Practically fuelling athletic prowess

Mark Tallon

Practically fuelling athletic prowess

When Mark Tallon trains for Ironman triathlons, nine hours of exercise makes very specific nutritional demands on your body – but where do you keep your food? When he couldn’t find a good answer, he invented it…

What did you do before you started this business?

Before I started FlowCell I was involved in European regulatory affairs, specifically the marketing, labelling and formulation of food products. As MD of Legal Foods I did a lot of work on sports nutrition products, both in their formulation, and by providing guidance to companies and athletes about how they could be used.  Prior to that I was an academic and taught exercise physiology and nutrition to degree and master students.

What inspired you to start up?

I am an active triathlete and cyclist, and my experiences in competing in and training for Ironman triathlons (swim: 3.8km/Bike: 180km/Run: 42.2km back to back) resulted in me looking for a product that could hold the food I needed for about 9 hours of exercise.

The products on the market may have been aerodynamic when on your bike (don’t slow you down by catching the wind), but the storage space for food was too small and you had real issue getting the food that was in them back out.
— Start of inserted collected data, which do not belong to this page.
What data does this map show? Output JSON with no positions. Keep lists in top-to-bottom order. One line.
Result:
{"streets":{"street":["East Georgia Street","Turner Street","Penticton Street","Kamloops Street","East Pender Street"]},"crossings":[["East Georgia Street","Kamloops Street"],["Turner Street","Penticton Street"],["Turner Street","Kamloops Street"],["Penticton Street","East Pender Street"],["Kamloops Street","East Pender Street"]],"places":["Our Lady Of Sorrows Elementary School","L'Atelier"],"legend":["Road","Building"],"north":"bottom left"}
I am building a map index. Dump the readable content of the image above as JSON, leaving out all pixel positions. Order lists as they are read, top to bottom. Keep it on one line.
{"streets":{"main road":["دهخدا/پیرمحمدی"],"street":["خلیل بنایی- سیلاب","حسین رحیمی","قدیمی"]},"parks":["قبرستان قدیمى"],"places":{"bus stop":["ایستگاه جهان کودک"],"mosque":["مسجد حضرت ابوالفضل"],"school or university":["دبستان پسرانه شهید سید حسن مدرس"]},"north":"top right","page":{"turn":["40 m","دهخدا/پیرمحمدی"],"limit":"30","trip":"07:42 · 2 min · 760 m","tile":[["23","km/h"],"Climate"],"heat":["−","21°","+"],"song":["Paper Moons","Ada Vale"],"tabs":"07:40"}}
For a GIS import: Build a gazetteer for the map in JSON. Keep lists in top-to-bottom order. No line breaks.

So, we wanted a way to avoid restrictive tiny openings or a shape that would prevent you storing enough food. 

In general, we wanted a product with easy access to the quantity of food you needed, but also retaining the aerodynamics cyclists and triathletes look for.

Tell us about your business in 100 words

FlowCell is a company dedicated to engineering effective solutions for endurance athletes. We are 100% British company, using British designers and manufacturers to ensure fuelling during sport is delivered in a functional as well as aerodynamic format.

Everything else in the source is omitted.